Revisiting beloved childhood movies has more appeal than just the nostalgia factor. We want to see if the movies we loved as kids "hold up" — are they legitimately good, or did we just like them because we were kids, and everything is good when you're a kid? That's in part because movies completely envelop kids. There's little discernment between "actor" and "character" — those people up on the screens are having a "real" adventure, because for the most part, kid don't know about moviemaking and suspension of disbelief until they're older. But watching as an adult, you're aware of the people behind the roles, and you recognize them from their other work. For example, only an adult will realize upon adult-aged viewing that adorable little Gertie is actually America's Sweetheart, Drew Barrymore, star of Charlie's Angels and The Wedding Singer. They might also realize that the classmate Elliot kisses (emboldened by E.T.'s psychic link-up) is future Baywatch star Erika Eleniak.

It's pretty salacious for a kids' movie

Movies about childhood used to be very different than they are today, because childhood itself used to be very different. Adults who were kids near the time E.T. was released will notice that the "regular average childhood" experienced by Elliot and his pals (until E.T. came around) is not like the regular average childhood of today.
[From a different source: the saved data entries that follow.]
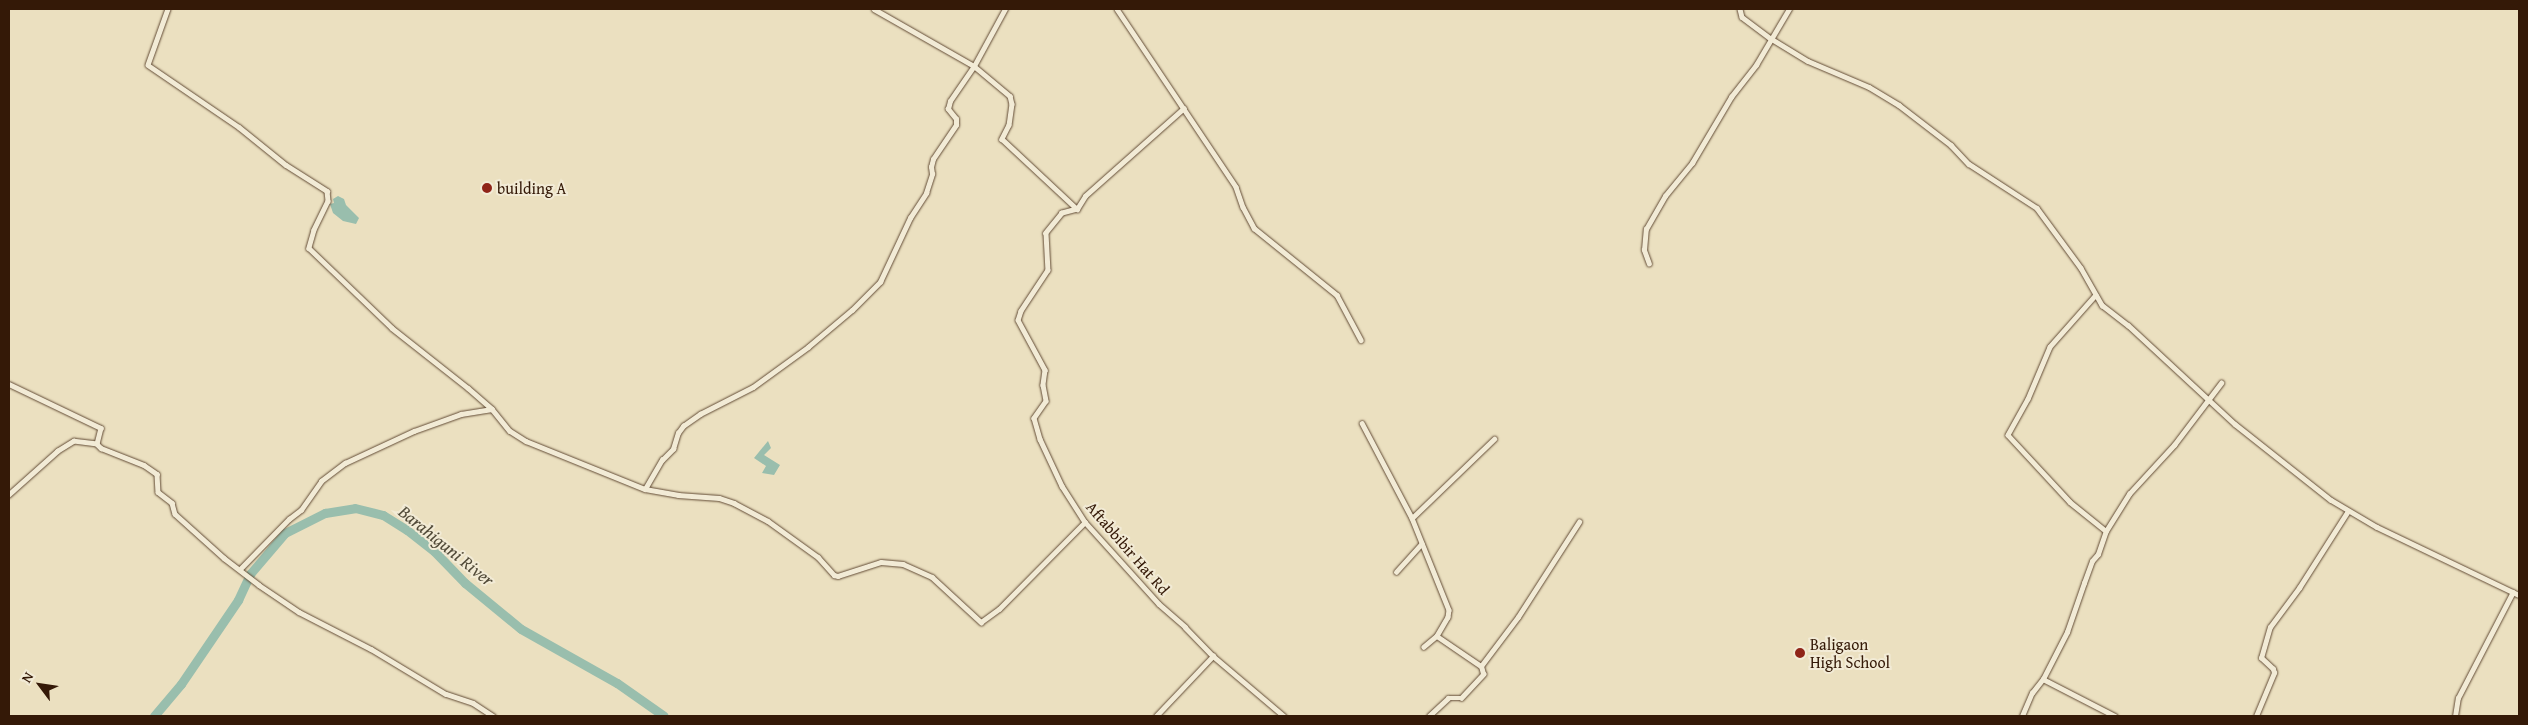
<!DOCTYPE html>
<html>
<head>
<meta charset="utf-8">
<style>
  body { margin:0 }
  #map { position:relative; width:2528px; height:725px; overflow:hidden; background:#ebe0c0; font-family:"Gentium Book Plus",serif }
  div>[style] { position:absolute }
  .water>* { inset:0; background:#99bead }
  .river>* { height:9px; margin:-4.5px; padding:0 4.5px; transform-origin:4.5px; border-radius:4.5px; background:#99bead }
  .roads { filter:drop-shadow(0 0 1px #624b35) drop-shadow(0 0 1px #624b35) }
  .minor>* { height:4.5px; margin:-2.25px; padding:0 2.25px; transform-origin:2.25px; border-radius:2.25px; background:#f2ebd6 }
  .dots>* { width:14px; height:14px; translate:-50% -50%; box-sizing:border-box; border:2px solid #f2ebd6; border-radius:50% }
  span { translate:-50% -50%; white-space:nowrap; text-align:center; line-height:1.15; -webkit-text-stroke:4px #f2ebd6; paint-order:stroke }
  .poi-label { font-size:16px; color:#341907 }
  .left { translate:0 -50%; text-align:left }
  .street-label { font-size:16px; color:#341907 }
  .water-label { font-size:18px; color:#524b39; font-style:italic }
  .frame { position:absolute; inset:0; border:10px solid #341907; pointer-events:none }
  .north { position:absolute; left:15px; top:660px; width:50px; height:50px; -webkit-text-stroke:4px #f2ebd6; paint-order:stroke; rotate:301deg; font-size:14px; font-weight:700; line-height:20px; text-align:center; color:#341907 }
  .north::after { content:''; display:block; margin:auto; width:18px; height:22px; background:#341907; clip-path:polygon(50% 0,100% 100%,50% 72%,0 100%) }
</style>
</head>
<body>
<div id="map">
  <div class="water">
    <i style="clip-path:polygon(338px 196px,344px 199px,346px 205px,359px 218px,356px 224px,343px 221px,333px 213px,330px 204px,334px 203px,333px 199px)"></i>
    <i style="clip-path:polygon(768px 441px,771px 448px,764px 455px,780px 465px,774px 475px,762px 473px,766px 466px,754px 458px)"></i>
  </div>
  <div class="river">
    <i style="left:154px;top:716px;width:42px;rotate:-49.8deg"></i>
    <i style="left:181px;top:684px;width:102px;rotate:-55.8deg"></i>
    <i style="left:238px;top:600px;width:29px;rotate:-65deg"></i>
    <i style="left:250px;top:574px;width:54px;rotate:-49.5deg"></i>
    <i style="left:285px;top:533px;width:45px;rotate:-26.6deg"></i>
    <i style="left:325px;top:513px;width:30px;rotate:-9deg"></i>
    <i style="left:355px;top:508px;width:29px;rotate:14deg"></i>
    <i style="left:383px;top:515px;width:28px;rotate:32deg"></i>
    <i style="left:407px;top:530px;width:34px;rotate:38deg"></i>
    <i style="left:434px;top:551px;width:45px;rotate:45.9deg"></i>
    <i style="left:465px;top:583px;width:72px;rotate:39.4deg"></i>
    <i style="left:521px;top:629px;width:110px;rotate:29.4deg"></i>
    <i style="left:617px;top:683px;width:57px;rotate:35.1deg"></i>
  </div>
  <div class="roads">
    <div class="minor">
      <i style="left:168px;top:9px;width:59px;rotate:109.7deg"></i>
      <i style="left:148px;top:65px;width:110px;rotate:34.3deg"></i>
      <i style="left:239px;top:127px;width:60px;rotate:39deg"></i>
      <i style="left:286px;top:165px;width:49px;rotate:32.4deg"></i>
      <i style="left:327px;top:191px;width:10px;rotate:84deg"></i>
      <i style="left:328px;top:201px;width:32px;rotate:116deg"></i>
      <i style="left:314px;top:230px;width:19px;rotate:106deg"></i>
      <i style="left:309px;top:248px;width:115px;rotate:43.9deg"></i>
      <i style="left:392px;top:328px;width:97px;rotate:38.3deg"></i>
      <i style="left:468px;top:388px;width:32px;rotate:41deg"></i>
      <i style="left:492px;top:409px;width:28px;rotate:51deg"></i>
      <i style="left:510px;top:431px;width:19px;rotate:32deg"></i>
      <i style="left:526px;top:441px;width:128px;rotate:22deg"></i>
      <i style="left:645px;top:489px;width:34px;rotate:10deg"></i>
      <i style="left:678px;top:495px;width:41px;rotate:4.2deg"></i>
      <i style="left:719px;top:498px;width:16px;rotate:18deg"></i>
      <i style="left:734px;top:503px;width:38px;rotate:28deg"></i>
      <i style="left:768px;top:521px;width:62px;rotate:35.8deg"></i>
      <i style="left:818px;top:557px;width:24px;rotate:48deg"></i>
      <i style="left:834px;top:575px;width:4px;rotate:14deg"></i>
      <i style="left:838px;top:576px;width:45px;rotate:-18deg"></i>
      <i style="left:881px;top:562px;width:22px;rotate:5deg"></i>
      <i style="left:903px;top:564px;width:32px;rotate:24deg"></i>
      <i style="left:932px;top:577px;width:67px;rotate:42.6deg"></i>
      <i style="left:981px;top:622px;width:22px;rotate:-36deg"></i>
      <i style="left:999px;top:609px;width:122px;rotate:-45.3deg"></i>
      <i style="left:874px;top:9px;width:115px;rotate:29.7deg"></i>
      <i style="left:974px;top:66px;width:47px;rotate:39.8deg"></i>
      <i style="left:1010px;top:96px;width:8px;rotate:76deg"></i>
      <i style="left:1012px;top:104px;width:21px;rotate:98deg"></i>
      <i style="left:1009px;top:125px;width:16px;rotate:117deg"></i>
      <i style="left:1002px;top:139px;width:103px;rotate:43deg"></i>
      <i style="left:1117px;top:9px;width:214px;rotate:56.2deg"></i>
      <i style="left:1236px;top:187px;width:21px;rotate:71deg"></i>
      <i style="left:1243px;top:207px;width:24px;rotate:62deg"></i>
      <i style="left:1254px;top:228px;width:107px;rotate:38.9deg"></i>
      <i style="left:1337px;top:295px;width:51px;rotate:61.9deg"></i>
      <i style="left:1740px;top:9px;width:8px;rotate:76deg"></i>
      <i style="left:1742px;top:17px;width:35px;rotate:37deg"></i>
      <i style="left:1770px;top:38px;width:44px;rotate:31.2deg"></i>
      <i style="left:1808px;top:61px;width:66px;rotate:23.1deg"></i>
      <i style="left:1869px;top:87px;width:35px;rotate:31deg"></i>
      <i style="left:1899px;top:105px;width:66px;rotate:37.6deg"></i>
      <i style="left:1951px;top:145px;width:26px;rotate:47deg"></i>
      <i style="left:1969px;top:164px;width:81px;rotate:32.9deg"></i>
      <i style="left:2037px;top:208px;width:74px;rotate:53.7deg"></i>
      <i style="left:2081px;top:268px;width:43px;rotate:60.4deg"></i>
      <i style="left:2102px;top:305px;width:33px;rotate:38deg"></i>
      <i style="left:2128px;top:325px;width:146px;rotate:42.8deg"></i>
      <i style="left:2235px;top:424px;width:122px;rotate:38.4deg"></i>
      <i style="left:2331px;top:500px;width:53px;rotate:30.4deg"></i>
      <i style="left:2377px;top:527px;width:157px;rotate:25.6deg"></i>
      <i style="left:1077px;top:209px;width:16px;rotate:165deg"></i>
      <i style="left:1062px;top:213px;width:26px;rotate:129deg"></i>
      <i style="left:1046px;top:233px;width:37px;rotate:87deg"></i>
      <i style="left:1048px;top:270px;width:49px;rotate:123.4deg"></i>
      <i style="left:1021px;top:311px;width:9px;rotate:108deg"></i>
      <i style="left:1018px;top:320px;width:57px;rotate:61.6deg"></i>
      <i style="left:1045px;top:370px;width:15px;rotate:98deg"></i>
      <i style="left:1043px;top:385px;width:16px;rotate:79deg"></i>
      <i style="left:1046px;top:401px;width:21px;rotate:125deg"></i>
      <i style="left:1034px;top:418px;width:22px;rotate:74deg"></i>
      <i style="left:1040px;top:439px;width:52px;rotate:64.9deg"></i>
      <i style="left:1062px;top:486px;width:43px;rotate:57.4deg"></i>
      <i style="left:1085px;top:522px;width:110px;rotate:47.9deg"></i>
      <i style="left:1159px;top:604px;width:35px;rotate:41deg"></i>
      <i style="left:1185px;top:627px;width:40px;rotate:46deg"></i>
      <i style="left:1213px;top:656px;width:93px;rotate:40.2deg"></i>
      <i style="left:1077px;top:209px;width:15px;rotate:-58deg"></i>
      <i style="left:1085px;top:196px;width:132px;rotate:-41.6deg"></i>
      <i style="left:1649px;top:264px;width:15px;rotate:-110deg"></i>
      <i style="left:1644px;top:250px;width:21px;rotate:-85deg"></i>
      <i style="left:1646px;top:229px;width:38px;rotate:-60deg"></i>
      <i style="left:1665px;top:196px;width:43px;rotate:-50.7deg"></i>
      <i style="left:1692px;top:163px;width:77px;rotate:-59.4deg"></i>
      <i style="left:1731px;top:97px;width:41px;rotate:-52deg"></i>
      <i style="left:1756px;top:65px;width:65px;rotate:-59.5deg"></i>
      <i style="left:2096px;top:295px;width:69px;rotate:131.5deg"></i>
      <i style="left:2050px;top:347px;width:56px;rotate:112.9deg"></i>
      <i style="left:2028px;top:399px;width:41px;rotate:119.1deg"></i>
      <i style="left:2008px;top:435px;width:91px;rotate:47.2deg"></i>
      <i style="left:2070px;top:502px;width:46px;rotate:38.9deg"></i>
      <i style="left:9px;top:384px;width:102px;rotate:25.6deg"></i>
      <i style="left:101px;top:428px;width:16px;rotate:104deg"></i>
      <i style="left:97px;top:444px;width:23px;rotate:-173deg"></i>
      <i style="left:74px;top:441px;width:19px;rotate:148deg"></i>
      <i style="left:58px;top:451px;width:66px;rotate:138.1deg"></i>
      <i style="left:1362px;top:423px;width:107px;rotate:62.2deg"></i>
      <i style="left:1412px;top:518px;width:99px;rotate:68.1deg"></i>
      <i style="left:1449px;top:610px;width:7px;rotate:98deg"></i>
      <i style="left:1448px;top:617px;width:22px;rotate:120deg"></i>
      <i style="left:1437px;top:636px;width:17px;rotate:140deg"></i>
      <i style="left:97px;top:444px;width:6px;rotate:45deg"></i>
      <i style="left:101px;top:448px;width:46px;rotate:21.6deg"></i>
      <i style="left:144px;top:465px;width:16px;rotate:35deg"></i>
      <i style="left:157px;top:474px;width:18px;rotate:87deg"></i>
      <i style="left:158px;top:492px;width:18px;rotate:38deg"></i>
      <i style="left:172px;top:503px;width:11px;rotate:75deg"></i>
      <i style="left:175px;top:514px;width:66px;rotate:41.9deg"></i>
      <i style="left:224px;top:558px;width:44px;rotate:37.6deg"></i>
      <i style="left:259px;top:585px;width:48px;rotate:34deg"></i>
      <i style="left:299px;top:612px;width:81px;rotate:27.2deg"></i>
      <i style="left:371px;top:649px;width:87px;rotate:31deg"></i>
      <i style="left:446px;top:694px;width:28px;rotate:18deg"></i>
      <i style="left:473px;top:703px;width:24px;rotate:33deg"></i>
      <i style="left:645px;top:489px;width:34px;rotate:-60deg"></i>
      <i style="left:662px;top:460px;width:16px;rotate:-45deg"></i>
      <i style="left:673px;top:449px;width:17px;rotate:-73deg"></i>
      <i style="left:678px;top:433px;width:9px;rotate:-54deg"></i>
      <i style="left:683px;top:426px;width:21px;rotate:-35deg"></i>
      <i style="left:700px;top:414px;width:59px;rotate:-27deg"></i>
      <i style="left:753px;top:387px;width:68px;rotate:-36deg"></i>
      <i style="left:808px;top:347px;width:57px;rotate:-40.1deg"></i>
      <i style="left:852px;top:310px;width:40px;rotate:-45deg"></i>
      <i style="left:880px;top:282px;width:71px;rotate:-64.9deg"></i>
      <i style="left:910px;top:218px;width:30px;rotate:-57deg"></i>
      <i style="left:926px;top:193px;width:20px;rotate:-72deg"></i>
      <i style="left:932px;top:174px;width:7px;rotate:-98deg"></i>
      <i style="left:931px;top:167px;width:8px;rotate:-76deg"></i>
      <i style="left:933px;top:159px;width:41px;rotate:-55.9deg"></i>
      <i style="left:956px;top:125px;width:6px;rotate:-90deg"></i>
      <i style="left:956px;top:119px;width:13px;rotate:-129deg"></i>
      <i style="left:948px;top:109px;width:8px;rotate:-76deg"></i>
      <i style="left:950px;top:101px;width:42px;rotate:-55.6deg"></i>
      <i style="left:974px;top:66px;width:65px;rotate:-61.5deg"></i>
      <i style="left:1412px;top:518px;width:114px;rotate:-43.9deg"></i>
      <i style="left:240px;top:569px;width:70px;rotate:-45.6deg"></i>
      <i style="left:289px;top:519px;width:15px;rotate:-37deg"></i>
      <i style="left:301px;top:510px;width:35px;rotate:-55deg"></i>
      <i style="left:321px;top:481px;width:30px;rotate:-37deg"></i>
      <i style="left:345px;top:463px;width:76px;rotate:-24.9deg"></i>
      <i style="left:414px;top:431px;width:50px;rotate:-19.9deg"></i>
      <i style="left:461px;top:414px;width:31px;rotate:-9deg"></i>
      <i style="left:1396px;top:572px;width:38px;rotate:-48deg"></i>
      <i style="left:1437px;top:636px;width:53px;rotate:34.3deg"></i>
      <i style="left:1481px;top:666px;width:61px;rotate:-52.9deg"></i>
      <i style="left:1518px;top:617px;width:113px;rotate:-57.3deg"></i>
      <i style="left:2043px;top:679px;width:81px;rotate:27.2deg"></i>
      <i style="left:1156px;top:716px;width:83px;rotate:-46.5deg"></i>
      <i style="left:1429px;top:716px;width:26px;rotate:-43deg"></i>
      <i style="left:1448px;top:698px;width:13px"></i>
      <i style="left:1461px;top:698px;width:33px;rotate:-47deg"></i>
      <i style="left:1483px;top:674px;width:8px;rotate:-104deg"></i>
      <i style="left:2022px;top:716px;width:25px;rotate:-67deg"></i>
      <i style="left:2032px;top:693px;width:18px;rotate:-52deg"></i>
      <i style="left:2043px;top:679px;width:53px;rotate:-62.9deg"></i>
      <i style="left:2067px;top:632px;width:52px;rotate:-70.9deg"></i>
      <i style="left:2084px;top:583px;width:23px;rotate:-70deg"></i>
      <i style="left:2092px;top:561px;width:9px;rotate:-49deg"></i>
      <i style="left:2098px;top:554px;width:24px;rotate:-71deg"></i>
      <i style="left:2106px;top:531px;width:44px;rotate:-58.1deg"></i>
      <i style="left:2129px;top:494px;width:67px;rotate:-47.4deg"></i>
      <i style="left:2174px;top:445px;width:78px;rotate:-52.8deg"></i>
      <i style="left:2256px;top:716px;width:47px;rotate:-67.3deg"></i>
      <i style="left:2274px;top:673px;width:4px;rotate:-104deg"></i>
      <i style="left:2273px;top:669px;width:16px;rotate:-137deg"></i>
      <i style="left:2261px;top:658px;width:32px;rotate:-74deg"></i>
      <i style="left:2270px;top:627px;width:49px;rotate:-53.4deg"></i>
      <i style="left:2299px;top:588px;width:91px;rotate:-57.5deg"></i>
      <i style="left:2455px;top:716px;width:18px;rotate:-81deg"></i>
      <i style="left:2458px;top:698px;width:119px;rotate:-62.6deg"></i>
    </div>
  </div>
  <div class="dots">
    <i style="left:487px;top:188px;background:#8f2418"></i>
    <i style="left:1800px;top:653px;background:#8f2418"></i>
  </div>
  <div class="poi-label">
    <span class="left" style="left:497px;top:188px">building A</span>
    <span class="left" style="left:1810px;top:653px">Baligaon<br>High School</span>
  </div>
  <div class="street-label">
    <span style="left:1128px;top:548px;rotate:49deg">Aftabbibir Hat Rd</span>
  </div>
  <div class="water-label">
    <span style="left:446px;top:546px;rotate:39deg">Barahiguni River</span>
  </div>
  <div class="frame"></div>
  <div class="north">N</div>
</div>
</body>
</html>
For example, these were some "free-range" kids — they got to ride all over town on their bikes and weren't supervised or micromanaged by parents, unlike today's normal practices of helicopter parenting, micromanaging, and schedule planning down to the minute. 

Also, parents today have a variety of tools at their disposal by which they can monitor and control their kids' screen time, so their little ones may only view what's appropriate in terms of quality and quantity. Some stuff in E.T. wouldn't fly according to today's strict, often sheltering standards. This is a movie for children in which the beloved alien protagonist spends a lot of time home alone, where he gets drunk. Also, E.T. briefly dies. That's some harsh kid stuff, Spielberg.

What's a 'cintus supremus,' anyway?

Okay, the most famous insult from E.T. — which Elliot angrily throws at his brother, Michael — is easy enough to understand, an NSFW but acceptable-in-the-'80s homophobic remark that posits Michael has bad breath for a very particular and personal reason. A kid watching E.T. would interpret that the phrase is both impolite and crude, as it includes the word for male genitalia, and also because Elliot's mom gets very angry when Elliot says it at the dinner table. But that kid might not understand the "mechanics" of the epithet. 

Other insults in E.T. levied by kids — as kids are wont to do — make no sense at all. Only when one is an adult and has never heard those words outside of E.T. do they realize that they're meaningless hogwash. Notably, Michael's friend Greg (K.C. Martel) calls Elliot a "cintus supremus." That's the spelling according to the subtitles, but that...isn't anything. Perhaps it's a bit of fake Latin, an enduring insult-slang phenomenon best embodied by the old chestnut "dorkus malorkus."

Let's face it: E.T. is terrifying

Kids have fewer preconceived notions than adults about the world around them, which makes them often much more accepting and open-hearted to those that are different. At least, that's one theme of E.T. — the kids love the little guy straightaway, and most of the adults want to capture him, run tests on him, or kill him. Here's the deal, though: Adults have every reason to be suspicious and terrified of E.T. because E.T. is actually grotesque. If the average adult, acting on the developed instinct to protect themselves and their family, came across something in the woods that looked like an E.T., they wouldn't give it hugs and Reese's Pieces — they'd run away screaming or burn down the forest so as to kill the E.T. He's a shriveled, waddling mass with huge, dead glassy eyes, not to mention he's got a long, bony finger that lights up and a heart that glows. The only sounds he can manage are raspy grunts. E.T. is downright frightening.